Giving Up Is Not An Option


Monday was the funeral of two year old Jeremy Galmon who was killed last Sunday in crossfire. By all accounts he received the type of send off usually reserved for New Orleans royalty. New Orleans has a strange way of showing pain sometimes. My family has been here since horse and buggies with streets paved with bricks so this is my culture to the bone. With that being said, I thought the services should have been a more low key event. I’m not mad because everyone out there had love in their hearts. I just couldn’t have dealt with all of that if it was my son.

I would love to tell you that the death of this baby is some kind of turning point in the war against violence in our city but I can’t do that. The reason why is because it seems like every year for the last twenty years or more a child has been sacrificed as sign of our community not getting it’s act together to curb the violence.

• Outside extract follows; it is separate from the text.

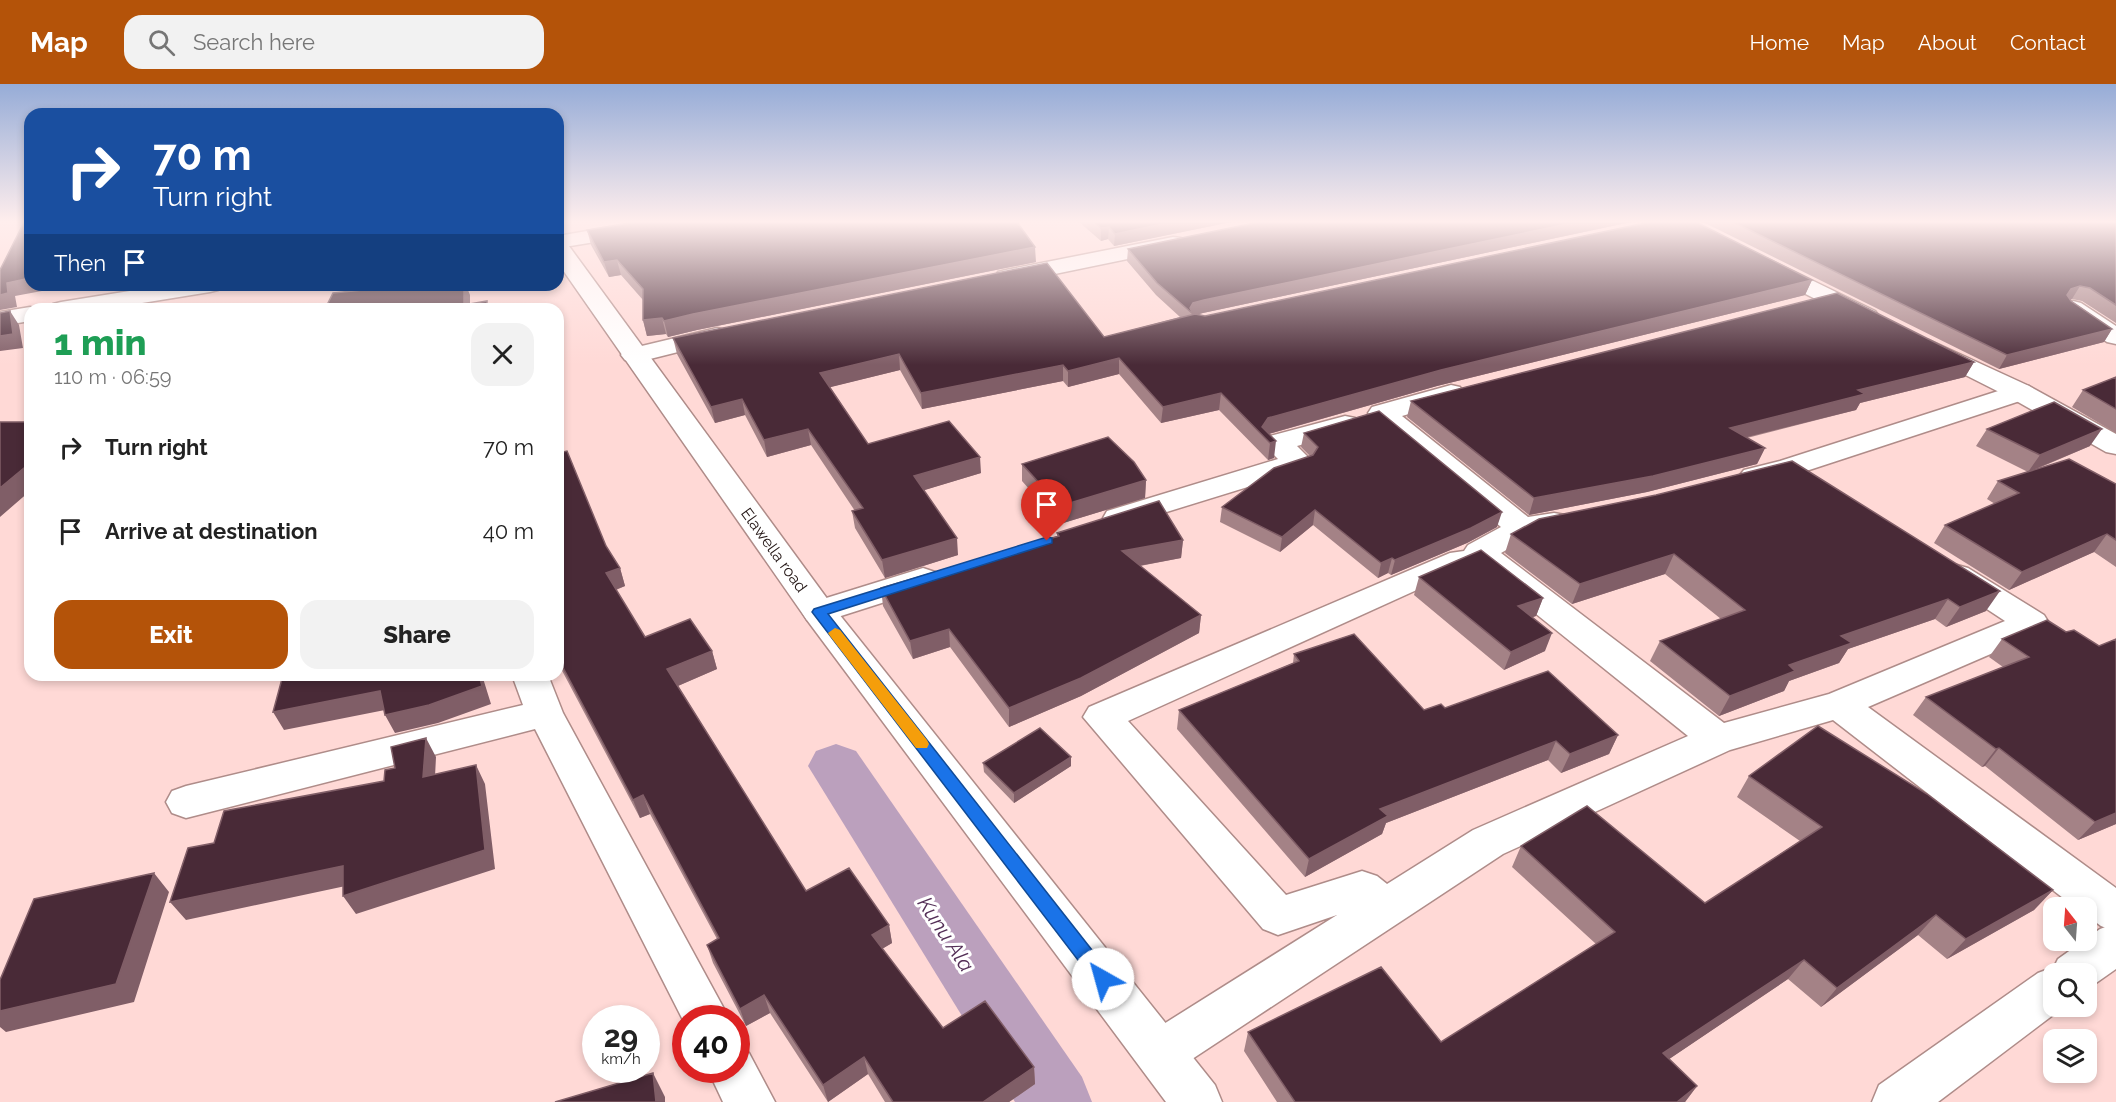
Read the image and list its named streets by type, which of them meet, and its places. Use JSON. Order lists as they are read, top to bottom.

I could close my eyes right now and at least five instances come to mind without much effort. Their stories come to me easily because each one has bothered me just like Jeremy’s murder. I think that deep down they bother the majority of the people in our community even if they don’t express it outwardly. If it was left up to us there would be no violence and no trouble but unfortunately it’s not.

The sad truth is that we have a subculture of individuals in our community that live in their own little world and there’s always something going on. They are so locked in to the code of the streets that I wouldn’t be surprised if they don’t even know the community is coming together behind this baby’s death. It’s difficult for outsiders to see because we share the same neighborhoods and upbringing so they don’t know the difference. Those common bonds also make it difficult for us to deal with it because there’s a lot of emotion and history involved. After all the loss of life and pain we still haven’t found a way to separate ourselves enough from Ms. Jones to call and turn in her grandchildren. That makes it complicated and dangerous as well because her grandchildren know who was out there and what if they come after your family to keep you from calling Crimestoppers. That’s a death wish especially if the justice system is just going to release them right back to the street to come looking for you.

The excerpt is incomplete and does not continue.